後に、猫と呆然とする女子学生だけを残して。
もう暮れきった町を、藤宮は走る。苦い後悔を噛み締めながら。
(俺はバカだ──。自分があんなに嫌だったこと、人に言うなんて──)
信号で止まるたび、どこかにいないかと周りを見回す。自転車にぶつかりかけ、歩く人を避けながら、傍目には頼りなく、彼は走った。とうとう、駅前のこのあたりでは一番大きなパチンコ屋に飛び込んだ。一列ずつ、客の顔を見て回る。不審そうに睨まれるが、今日は怯まなかった。店内を全部見て回っても、ピンとくる顔はいない。途方に暮れて、カウンターのウェイトレスに尋ねる。
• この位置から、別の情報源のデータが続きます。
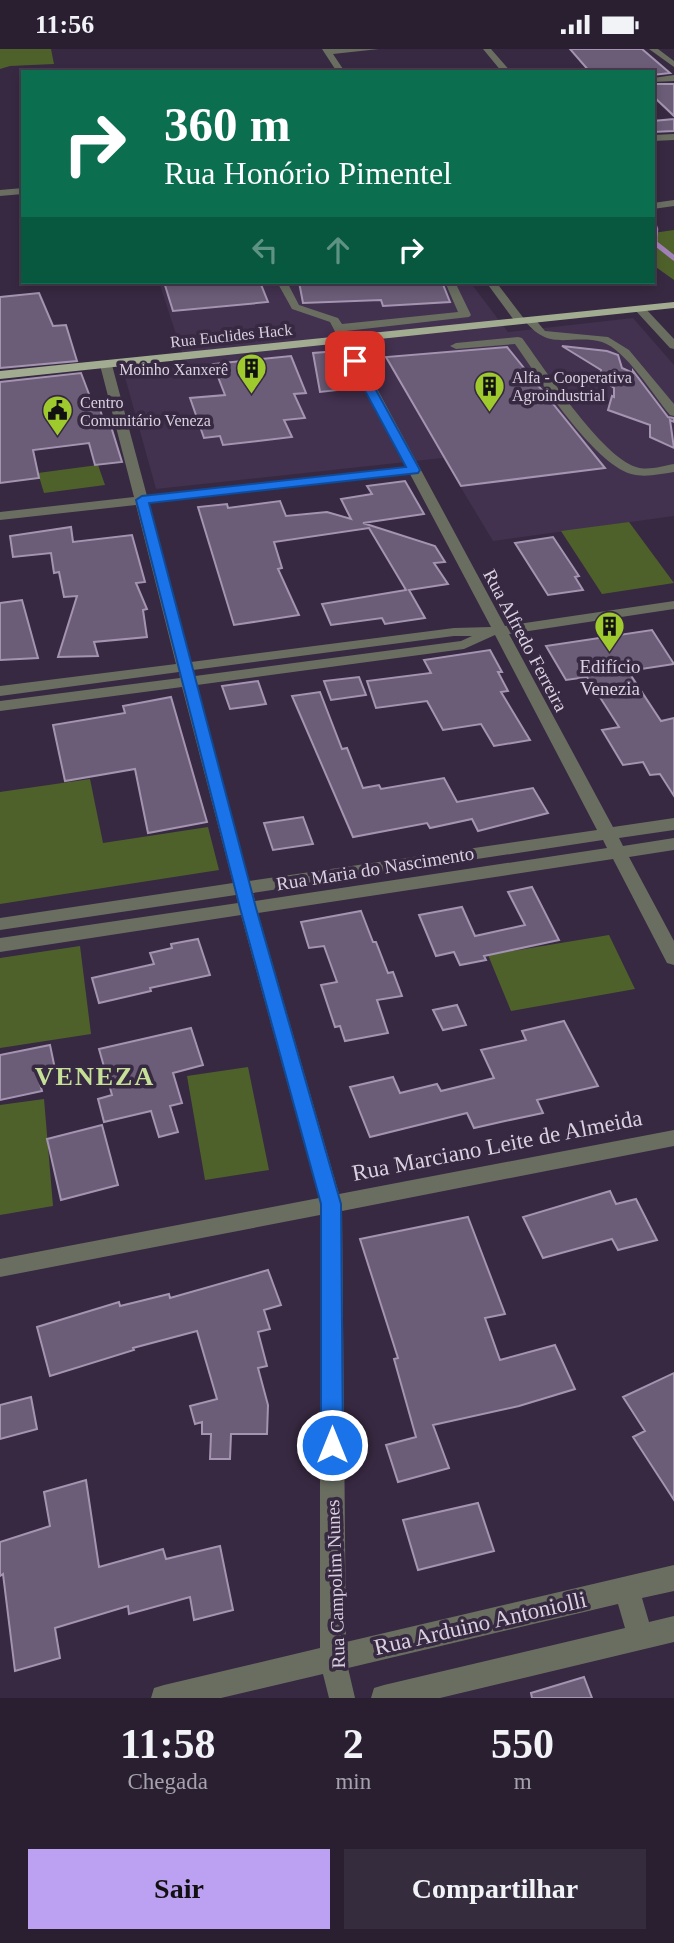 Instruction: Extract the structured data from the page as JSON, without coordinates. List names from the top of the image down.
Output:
{
  "streets": {
    "main road": ["Rua Euclides Hack"],
    "street": [
      "Rua Alfredo Ferreira",
      "Rua Maria do Nascimento",
      "Rua Marciano Leite de Almeida",
      "Rua Campolim Nunes",
      "Rua Arduino Antoniolli"
    ]
  },
  "crossings": [
    ["Rua Euclides Hack", "Rua Alfredo Ferreira"],
    ["Rua Euclides Hack", "Rua Campolim Nunes"],
    ["Rua Alfredo Ferreira", "Rua Maria do Nascimento"],
    ["Rua Maria do Nascimento", "Rua Campolim Nunes"],
    ["Rua Marciano Leite de Almeida", "Rua Campolim Nunes"],
    ["Rua Campolim Nunes", "Rua Arduino Antoniolli"]
  ],
  "districts": ["VENEZA"],
  "places": {
    "building": ["Moinho Xanxerê", "Alfa - Cooperativa Agroindustrial", "Edifício Venezia"],
    "public building": ["Centro Comunitário Veneza"]
  },
  "page": {
    "status": "11:56",
    "turn": ["360 m", "Rua Honório Pimentel"],
    "eta": [
      "11:58",
      "Chegada",
      "2",
      "min",
      "550",
      "m"
    ],
    "buttons": ["Sair", "Compartilhar"]
  }
} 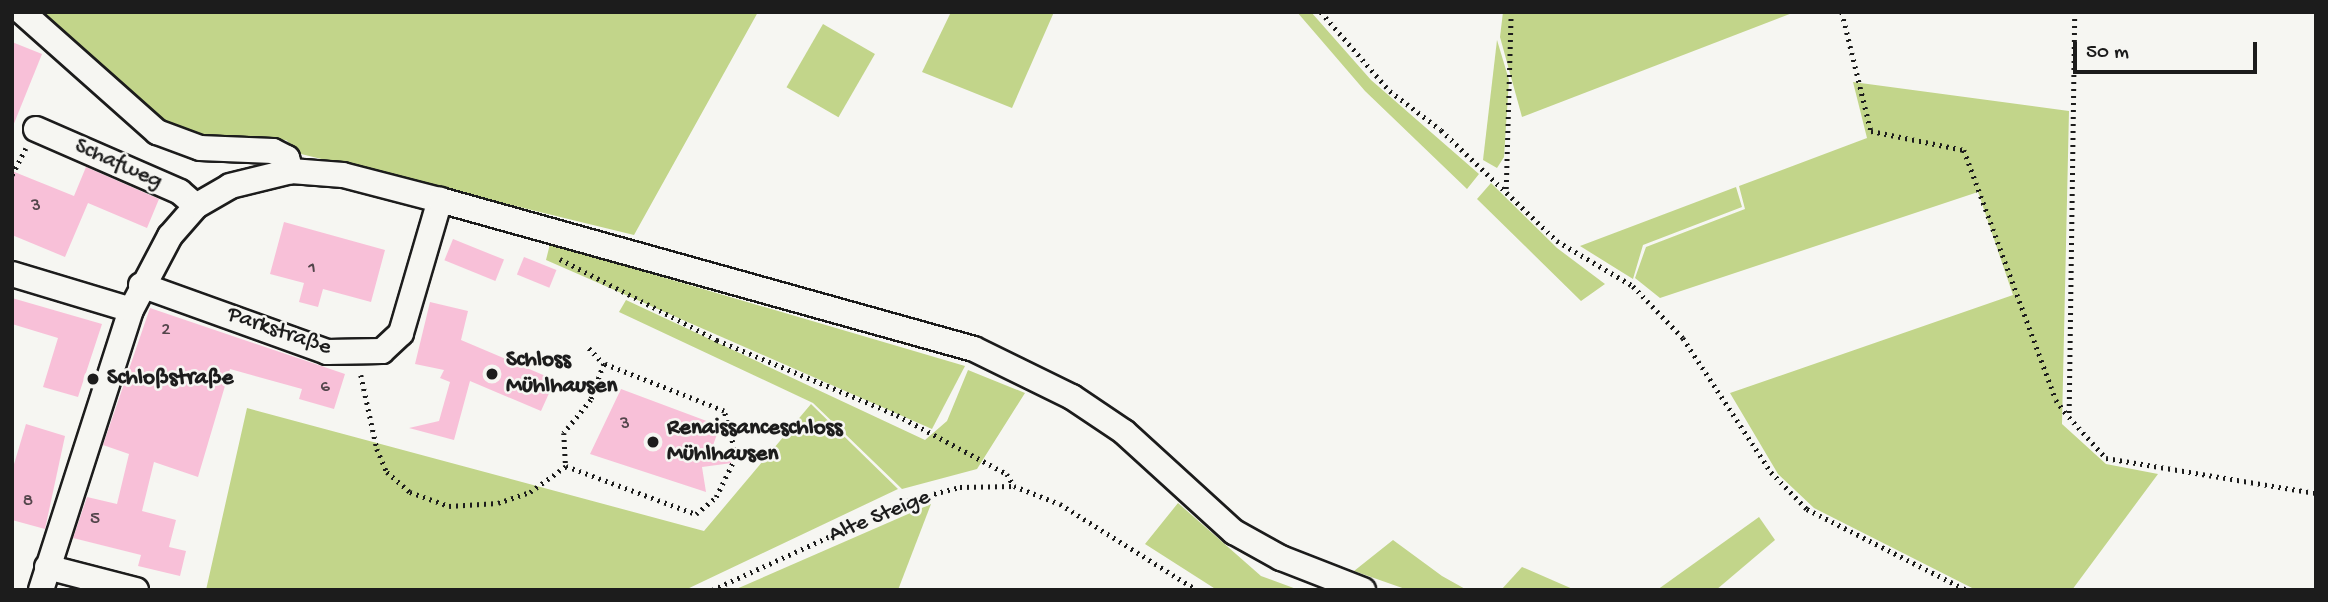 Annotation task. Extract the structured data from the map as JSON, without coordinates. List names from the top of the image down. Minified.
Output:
{"streets":{"street":["Schafweg","Parkstraße"],"path":["Alte Steige"]},"places":["Schloss Mühlhausen","Schloßstraße","Renaissanceschloss Mühlhausen"],"house_numbers":["3","1","2","6","3","8","5"],"scale_bar":"50 m"} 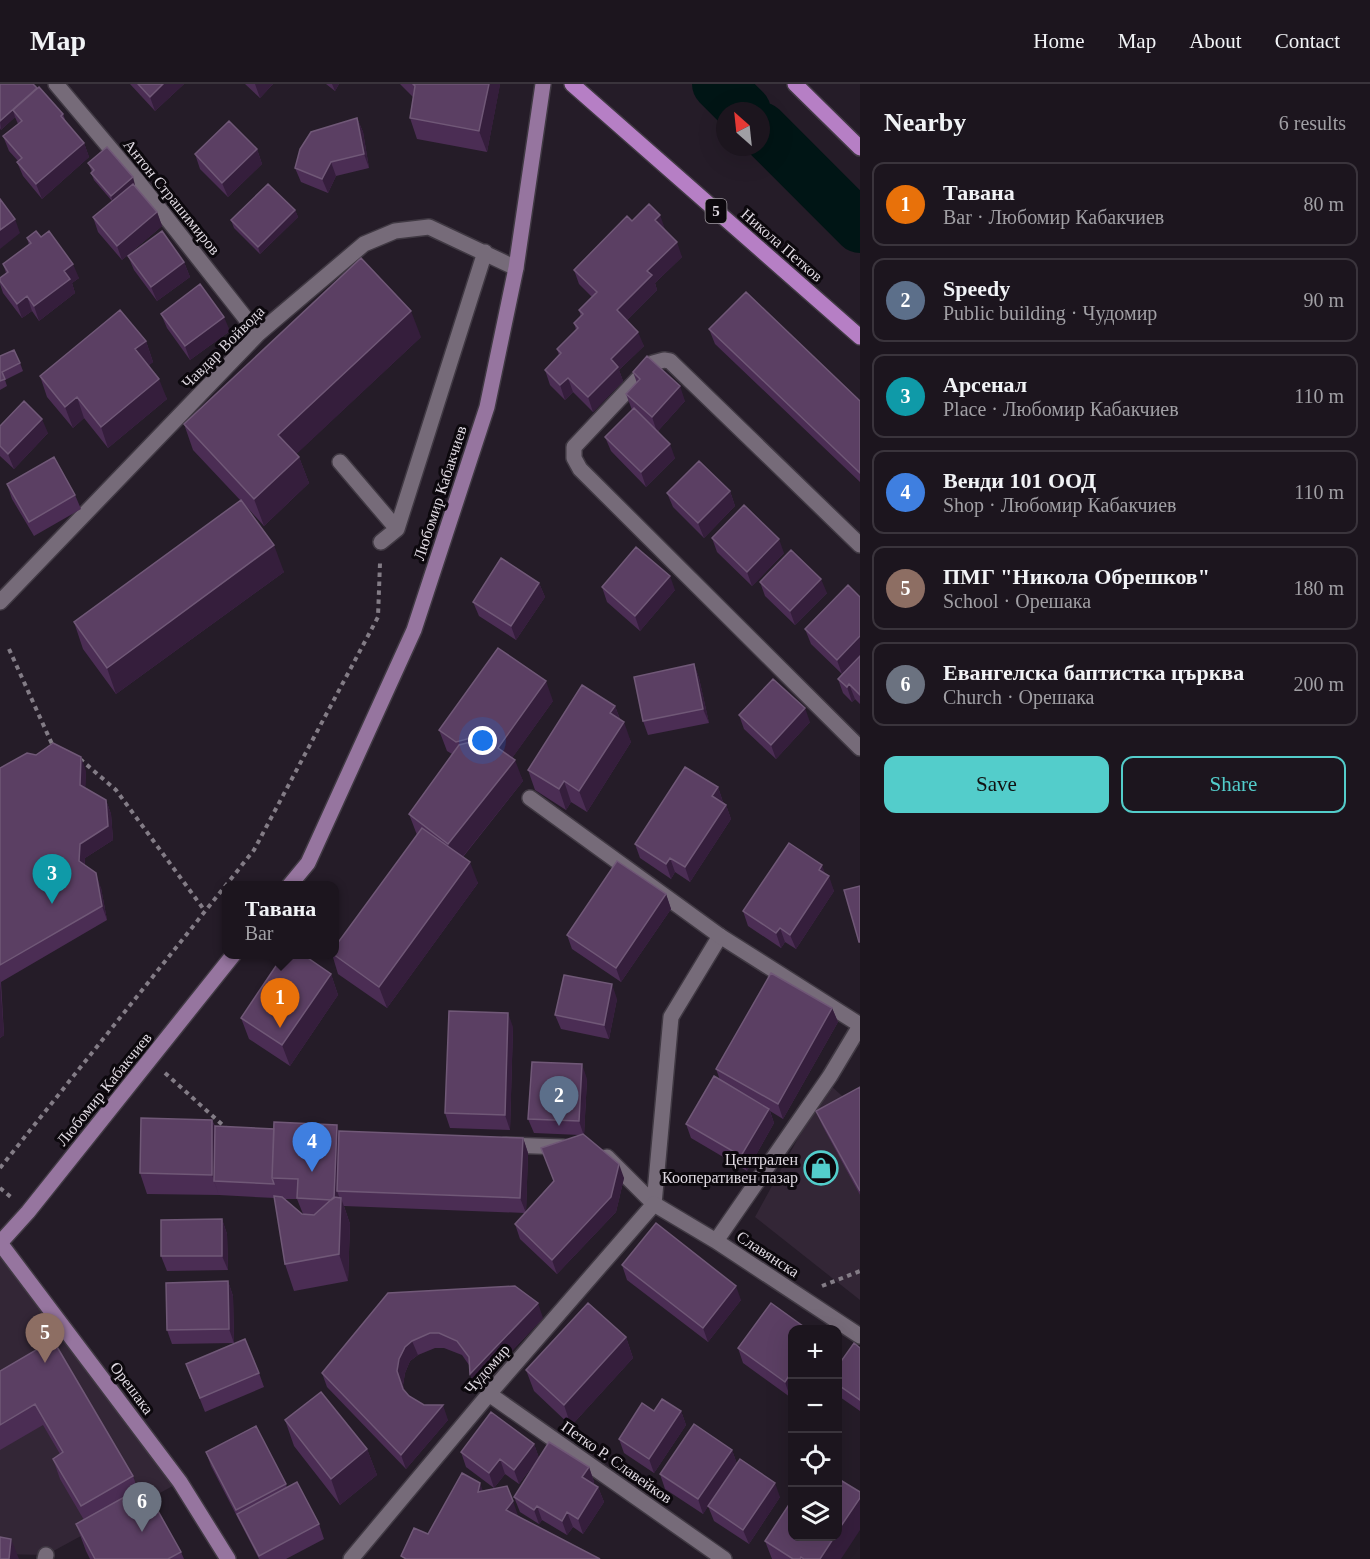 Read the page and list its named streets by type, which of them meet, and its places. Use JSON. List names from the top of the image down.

「あの……、あの…………、ここに、──男の人きてませんでしたか?」
咄嗟に出た質問は、あまりにマヌケだった。
「男性のお客様ならたくさんいらしてますよ」
商業用スマイルで慇懃に答えられる。
「ええと……、背はこれくらいで、ちょっと痩せてて……、……髪が黒くて……」
頭の中のイメージを、上手く言葉に表現できない。ウェイトレスは苦笑を浮かべて、首を捻った。
「さぁ。それだけじゃちょっと」
「ええと、顔は…………」
もっと細かく説明しようとして、藤宮はだんだん不安になってくる。
(なんだろう。なんで俺、顔もおぼろげになってきてて……。そうだ、名前。名前、ええと……なんだっけ、ド忘れして、る……?)
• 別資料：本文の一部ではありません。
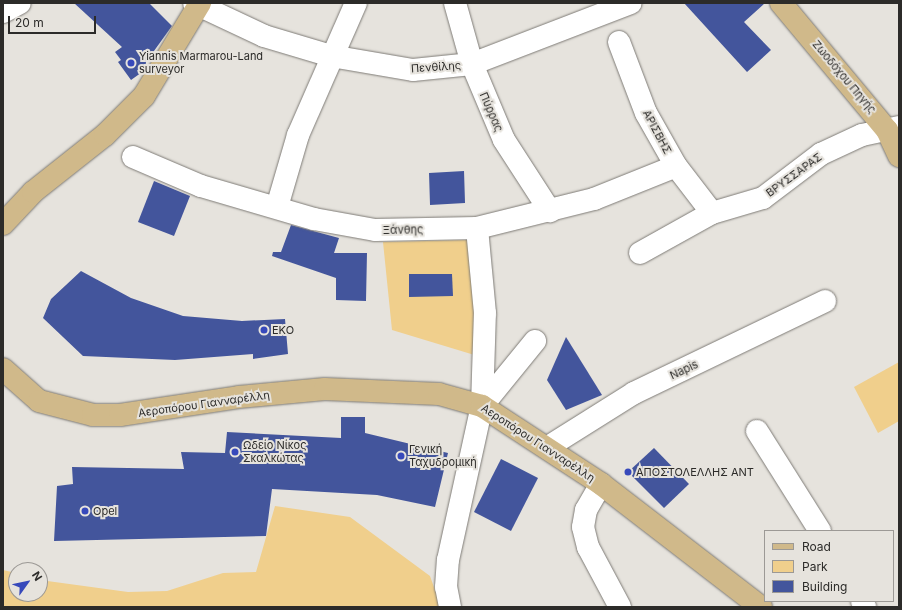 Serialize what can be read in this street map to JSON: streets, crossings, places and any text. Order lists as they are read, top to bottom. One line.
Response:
{"streets":{"main road":["Ζωοδόχου Πηγής","Αεροπόρου Γιανναρέλλη"],"street":["Πενθίλης","Πύρρας","ΑΡΙΣΒΗΣ","ΒΡΥΣΣΑΡΑΣ","Ξάνθης","Napis"]},"crossings":[["Πενθίλης","Πύρρας"],["Ζωοδόχου Πηγής","ΒΡΥΣΣΑΡΑΣ"],["Πύρρας","Ξάνθης"],["ΑΡΙΣΒΗΣ","ΒΡΥΣΣΑΡΑΣ"],["ΑΡΙΣΒΗΣ","Ξάνθης"],["Napis","Αεροπόρου Γιανναρέλλη"]],"places":["Yiannis Marmarou-Land surveyor","EKO","Ωδείο Νίκος Σκαλκώτας","Γενική Ταχυδρομική","ΑΠΟΣΤΟΛΕΛΛΗΣ ΑΝΤ","Opel"],"legend":["Road","Park","Building"],"scale_bar":"20 m","north":"top right"}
別に、記憶力は抜群というわけではないが、苦手なこともない。だいいち、毎日顔を合わせて暮らしていた相手だ。それなのに、目の形や鼻や口や、輪郭、髪型さえ。記憶を探ろうとすればするほど、すりガラスの向こうのように曖昧になっていくのだ。
藤宮は、すがるようにウェイトレスを見た。けれど、もちろん彼女にもどうしようもない。藤宮は礼を言って、店を出た。
(なんで──こんなに不安になるんだろ。もう二度と、会えないような気がする──このままじゃ)
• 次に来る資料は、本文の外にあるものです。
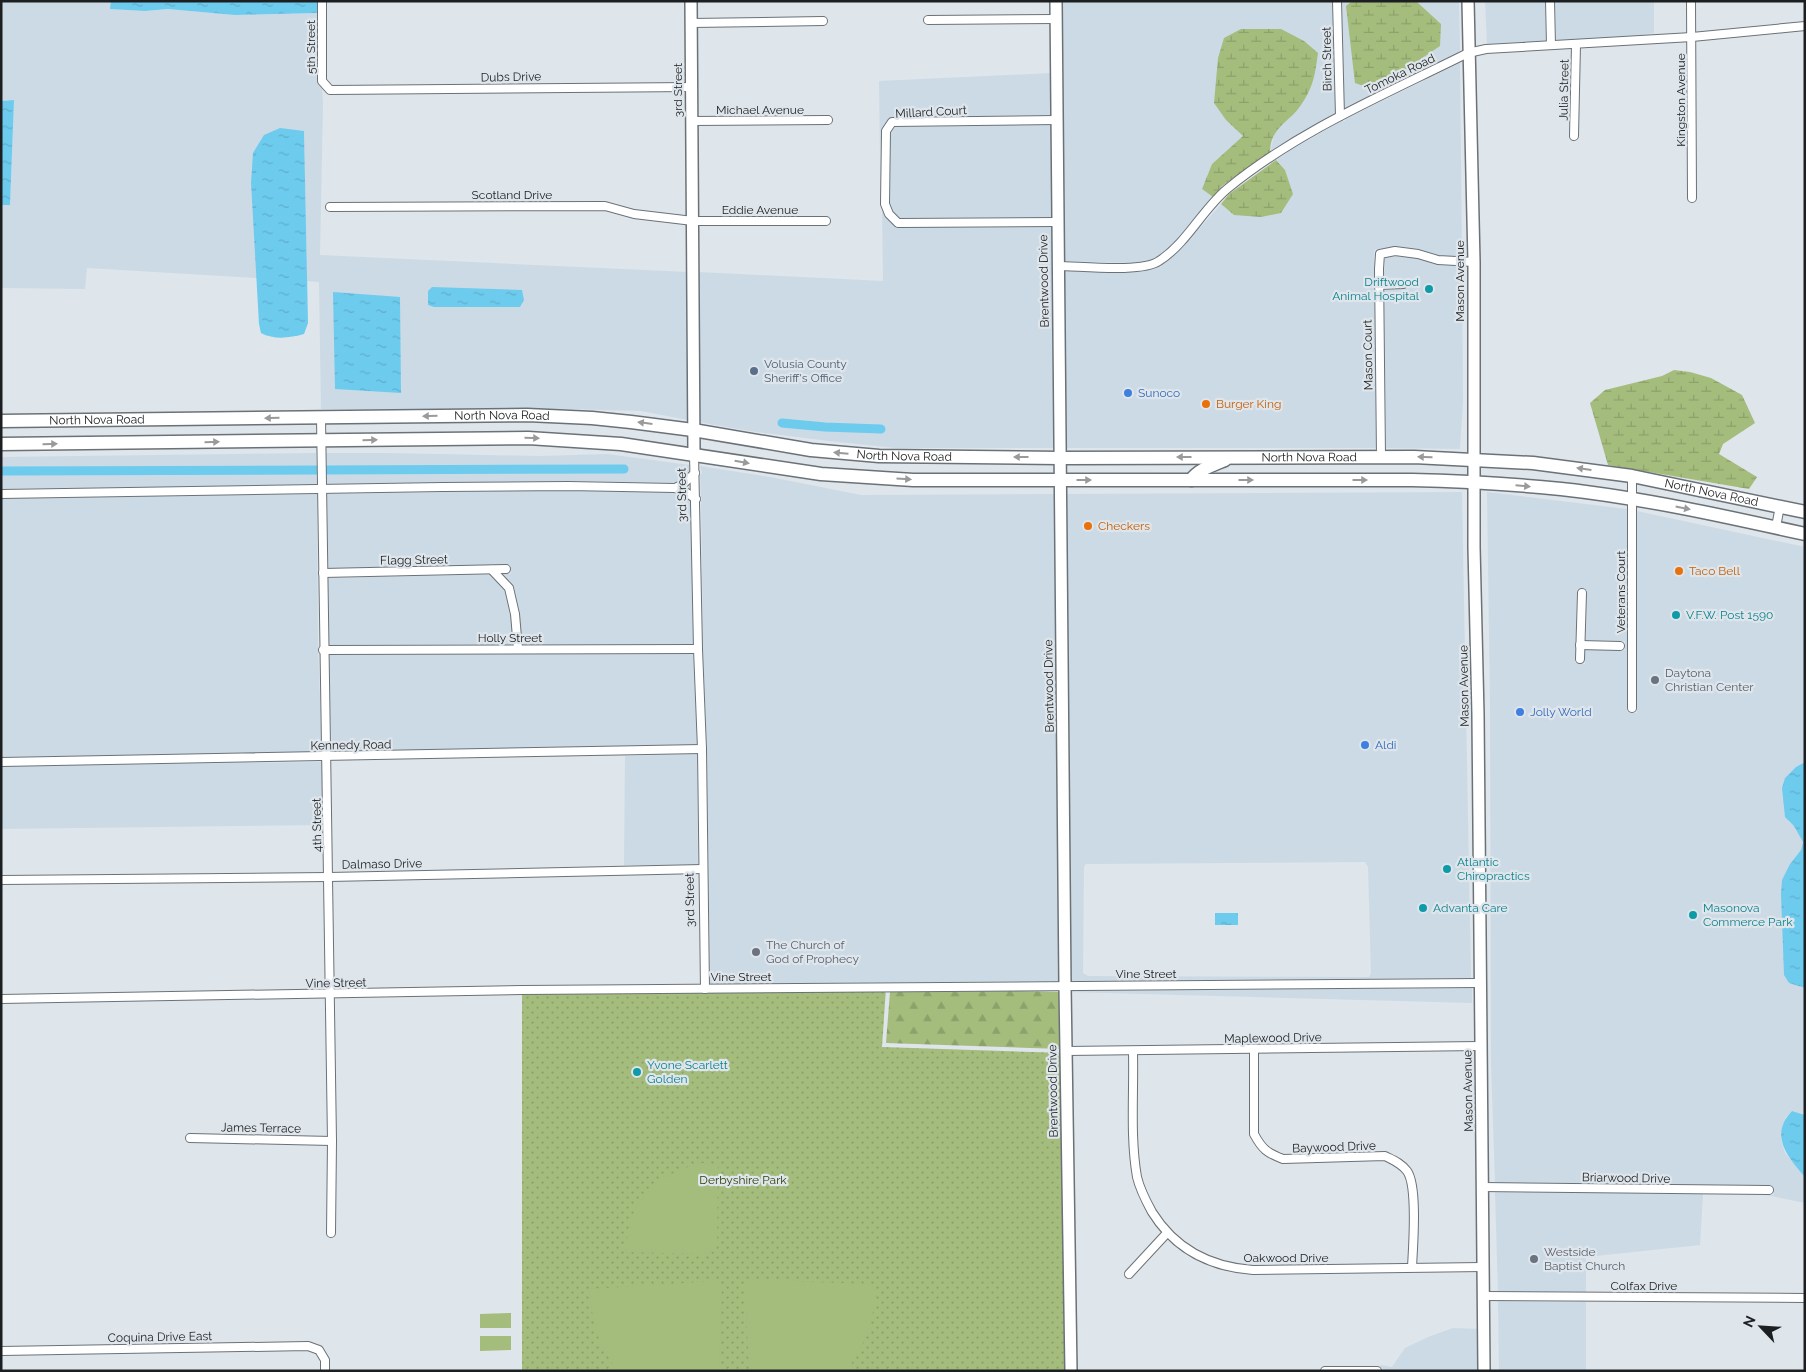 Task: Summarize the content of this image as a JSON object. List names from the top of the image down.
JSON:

とぼとぼと歩きながら、それでも道いく人々の中に面影を探す。
スクランブル交差点が青になって一斉に動き出した人の群の中に、確かな後ろ姿があった。藤宮は人波をかき分け、必死にそれを追いかける。なんとか追いつき、肩を叩いた。
「……!」
振り返った顔は、別人だと一瞬でわかる。呼び止められた男は、不審そうに藤宮を見た。